The filler or filling of the above filled dough food products may be broadly related to the sausage class of food products in that it comprises a lump of meat, or other mixture, wrapped in a sheet of new-made dough. Similarly to sausages, the flavor of the filler of filled dough food products improves with an adequate seasoning treatment. However, a special problem is encountered in the instance of filled dough products: in fact the seasoning process, while improving the taste quality of the filler by enhancing its flavor, brings about a deterioration of the appearance and properties of the casing formed from dough.
Known are treatments for preserving, over a short or long period of time, such filled dough food products which provided for the drying thereof (which drying process would generally continue spontaneously even after the drying treatment proper has been completed), but it is also known that this resulted in the dough casings becoming brittle, developing cracks, and finally turning to crumbles, thereby their appearance made them totally unsuitable for sale.
Moreover, a deep drying treatment could damage the filler as well as the dough casing, because, as is well known in the art, dehydrated meat does not "recover" with the simple addition of water, not even boiling water. Lastly, the deep drying effect brought about by conventional preservation methods also resulted in an undue loss of weight, and consequently in an increased cost of the product.
Known are also various methods intended for providing a similar treatment to seasoning, or partly overlapping it, that is methods of preserving such filled dough food products over more or less prolonged time periods.
Such known methods ranged from the canning of the product in savory sauces, to deep freezing or drying. None of those methods has been successful in practice from the standpoint of mass production requirements owing to various disadvantages.
Thus, canned products, in addition to forcing upon the consumer the savor (not always preferred) of ready-made sauces, tend to develop a soaked and softened condition of the dough, which can no longer have its generally preferred tough consistency.
On the other hand, deep freezing encourages cracking and disgregation of dough owing to the surface dehydration caused by the application of cold. Moreover, deep freezing involves high refrigeration costs for production, distribution, and conservation.
Finally, dehydration is likely to result in the dough developing surface cracks, in the deterioration of the filler owing to the high temperatures involved, in a degradation of the flavor due to partial evaporation of spices, in an increased cost of the product due to the loss of weight brought about by the drying process, and so forth.
Therefore, the methods proposed heretofore for preserving or conserving filled dough food products have failed to enhance the product flavor as provided by proper seasoning.

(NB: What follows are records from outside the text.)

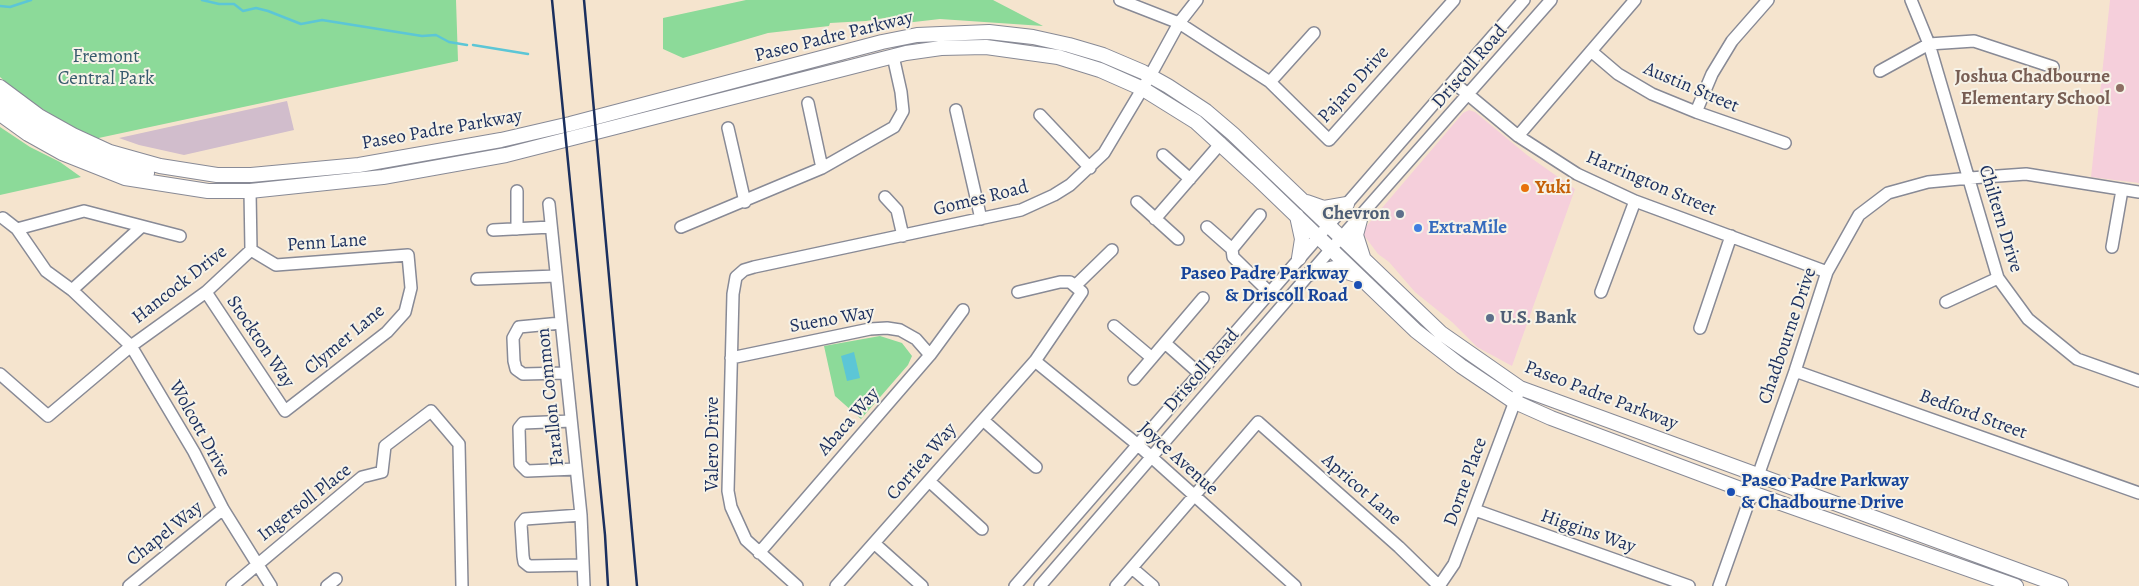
<!DOCTYPE html>
<html>
<head>
<meta charset="utf-8">
<style>
	body { margin:0 }
	canvas { display:block; background:#f5e4ce }
</style>
</head>
<body>
<canvas width="2139" height="586"></canvas>
<script>
const ctx = document.querySelector('canvas').getContext('2d');
ctx.lineJoin = 'round';
function fill(path, color) { ctx.fillStyle = color; ctx.fill(path, 'evenodd'); }
const poly = rows => new Path2D(rows.map(r => 'M' + r).join(''));
function strokePath(path, color, width, dash) { ctx.strokeStyle = color; ctx.lineWidth = width; ctx.lineCap = dash ? 'butt' : 'round'; ctx.setLineDash(dash || []); ctx.stroke(path); }
function write(font, color, halo, rows, align = 'center') {
  ctx.font = font + ' Alegreya,serif'; ctx.lineWidth = 4; ctx.setLineDash([]); ctx.textBaseline = 'middle'; ctx.strokeStyle = halo; ctx.fillStyle = color; for (const [text, x, y, turn = 0] of rows) {
    ctx.save(); ctx.translate(x, y); ctx.rotate((+turn || 0) * Math.PI / 180); ctx.textAlign = isNaN(turn) ? turn : align; if (halo) ctx.strokeText(text, 0, 0); ctx.fillText(text, 0, 0); ctx.restore();
  }
}
fill(poly([
	[2110,0,2139,0,2139,183,2091,177],
	[1469,110,1475,112,1527,155,1575,189,1512,366,1477,347,1452,322,1415,292,1389,262,1378,254,1363,234,1364,229,1463,113]
]), '#f5cfdb');
fill(poly([
	[287,101,294,130,184,155,139,145,119,138]
]), '#d1bdcc');
fill(poly([
	[0,0,456,0,458,61,94,139,59,120,16,91,0,77],
	[746,0,993,0,1043,26,940,19,905,23,903,15,866,21,830,23,829,26,768,33,683,58,663,49,663,18],
	[0,127,30,147,60,162,81,177,0,195],
	[880,336,902,343,912,356,908,365,861,419,835,396,824,346]
]), '#8cda99');
fill(poly([
	[854,352,860,378,847,381,841,356]
]), '#5cc6d6');
strokePath(poly([
	[202,0,219,4,234,4,243,11,256,8,268,11,301,24,322,20,422,36,436,35,449,42,467,45],
	[0,6,10,7,31,0],
	[473,45,528,54]
]), '#5cc6d6', 2.5);
const minor = poly([
	[1120,0,1179,23,1270,82,1329,140,1454,0],
	[1911,0,1929,44,1998,278,2028,319,2077,359,2139,381],
	[1591,51,1618,74,1652,94,1696,112,1785,143],
	[1880,71,1929,44,1974,41,2053,67],
	[1270,82,1314,33],
	[1453,82,1518,136,1577,174,1635,201,1827,272],
	[808,103,822,168],
	[956,110,981,219],
	[1696,112,1712,74,1732,41,1768,0],
	[1040,115,1090,168],
	[728,128,745,202],
	[1518,136,1635,0],
	[1163,155,1190,179],
	[517,191,517,229],
	[885,197,897,210,903,236],
	[1137,202,1178,239],
	[549,204,581,515,584,586],
	[3,218,17,229,46,271,72,290,131,346,194,452,223,509,271,586],
	[1155,219,1221,143],
	[681,227,822,168,894,127,903,111,901,92,893,56],
	[1207,227,1232,249,1233,257,1269,292],
	[17,229,84,211,180,236],
	[493,230,551,227],
	[2112,247,2122,190],
	[1232,249,1260,215],
	[477,279,556,276],
	[1075,286,1112,250],
	[72,290,141,227],
	[206,292,285,411,387,332,405,312,411,288,408,255,276,265,251,250],
	[1601,292,1635,201],
	[1946,302,1998,278],
	[561,323,519,327,513,338,514,361,516,369,523,374,566,373],
	[1114,326,1152,358],
	[1700,328,1731,236],
	[1165,343,1200,374],
	[731,358,870,329,887,328,900,330,916,339,930,355],
	[1035,361,1138,445,1295,586],
	[1795,371,2139,493],
	[0,374,48,416,131,346,206,292,251,250,250,191],
	[1134,379,1203,298],
	[983,420,1036,467],
	[571,421,523,423,519,428,520,464,527,471,576,469],
	[929,481,982,529],
	[1475,510,1689,586],
	[581,515,525,519,521,524,523,556,524,562,529,566,583,565],
	[874,543,922,586],
	[759,553,930,355,963,310],
	[1132,568,1153,586],
	[129,586,223,509],
	[232,586,362,477,382,472,385,446,431,411,459,444,462,586],
	[327,586,336,579],
	[797,586,746,540,731,507,728,491,733,294,736,277,744,270,754,267,1021,210,1054,195,1070,185,1104,153,1150,76,1179,23,1197,0],
	[836,586,1035,361,1082,292,1070,282,1060,282,1018,292],
	[1015,586,1524,0],
	[1040,586,1331,249,1551,0],
	[1116,586,1258,422,1399,547,1439,586],
	[1439,586,1454,564,1520,388],
	[1719,586,1795,371,1827,272,1859,215,1888,193,1928,182,1970,178,2026,174,2139,192]
]);
const major = poly([
	[0,87,39,116,73,135,110,152,160,166,217,175,251,175,359,165,501,140,570,124,882,42,917,35,989,32,1033,37,1069,45,1103,55,1143,72,1168,86,1206,111,1233,134,1441,333,1520,388,2061,586],
	[0,102,46,134,66,144,103,160,147,173],
	[0,114,28,134,62,153,125,178,208,191,250,191,383,177,506,155,906,53,941,48,986,47,1058,57,1100,70,1143,89,1196,122,1257,178,1416,331,1461,366,1513,401,1551,418,1738,488,2016,586],
	[1307,202,1324,208,1347,204],
	[1297,216,1302,239,1299,258],
	[1361,216,1356,235,1363,257],
	[1309,274,1334,268,1356,275]
]);
strokePath(minor, '#888a96', 14);
strokePath(major, '#888a96', 16);
strokePath(minor, '#fff', 11);
strokePath(major, '#fff', 14);
strokePath(poly([
	[552,0,605,535,608,586],
	[584,0,637,586]
]), '#1b2f5e', 2.5);
for (const [x, y, r, color] of [
	[2120,88,5,"#8d6e63"],
	[1525,188,5,"#e8710a"],
	[1400,214,5,"#5c6f8a"],
	[1418,228,5,"#3f7fe0"],
	[1358,285,5,"#1a4fb4"],
	[1490,318,5,"#5c6f8a"],
	[1731,492,5,"#1a4fb4"]
]) { const dot = new Path2D(); dot.arc(x, y, r, 0, 2 * Math.PI); ctx.fillStyle = color; ctx.fill(dot); strokePath(dot, '#f7f3e8', 2); }
write('19px', '#1b2f5e', '#f7f3e8', [
	["Paseo Padre Parkway",834,37,-14],
	["Driscoll Road",1470,67,-49],
	["Pajaro Drive",1354,85,-48],
	["Austin Street",1691,88,23],
	["Paseo Padre Parkway",442,130,-10],
	["Harrington Street",1651,184,23],
	["Gomes Road",981,199,-14],
	["Chiltern Drive",2000,219,73],
	["Penn Lane",327,243,-4],
	["Hancock Drive",180,285,-38],
	["Sueno Way",832,320,-10],
	["Chadbourne Drive",1788,336,-71],
	["Clymer Lane",345,340,-40],
	["Stockton Way",260,342,56],
	["Driscoll Road",1202,371,-49],
	["Paseo Padre Parkway",1601,396,21],
	["Farallon Common",551,397,-96],
	["Bedford Street",1973,415,20],
	["Abaca Way",849,422,-49],
	["Wolcott Drive",199,429,61],
	["Valero Drive",713,444,-90],
	["Joyce Avenue",1178,459,42],
	["Corriea Way",922,462,-49],
	["Dorne Place",1466,482,-70],
	["Apricot Lane",1361,490,41],
	["Ingersoll Place",305,503,-38],
	["Higgins Way",1588,532,19],
	["Chapel Way",165,534,-39]
]);
write('19px', '#375a6d', '#f7f3e8', [
	["Fremont",106,57],
	["Central Park",106,79]
]);
write('bold 19px', '#785e54', '#f7f3e8', [
	["Joshua Chadbourne",2110,77],
	["Elementary School",2110,99]
], 'right');
write('bold 19px', '#c56008', '#f7f3e8', [
	["Yuki",1535,188]
], 'left');
write('bold 19px', '#4e5e75', '#f7f3e8', [
	["Chevron",1390,214],
	["U.S. Bank",1500,318,"left"]
], 'right');
write('bold 19px', '#366cbe', '#f7f3e8', [
	["ExtraMile",1428,228]
], 'left');
write('bold 19px', '#164399', '#f7f3e8', [
	["Paseo Padre Parkway",1348,274],
	["& Driscoll Road",1348,296],
	["Paseo Padre Parkway",1741,481,"left"],
	["& Chadbourne Drive",1741,503,"left"]
], 'right');
</script>
</body>
</html>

In addition thereto, such conventional conservation methods resulted in final products which were not entirely satisfactory even from other points of view. Thus, for example, the method disclosed in U.S. Pat. No. 3,281,248 which provided a wet type of high temperature treatment for filled dough food products, resulted in final products the dough casing whereof had a hard, marble-like consistency, such that the product would rebounce off a hard surface, such as a table top.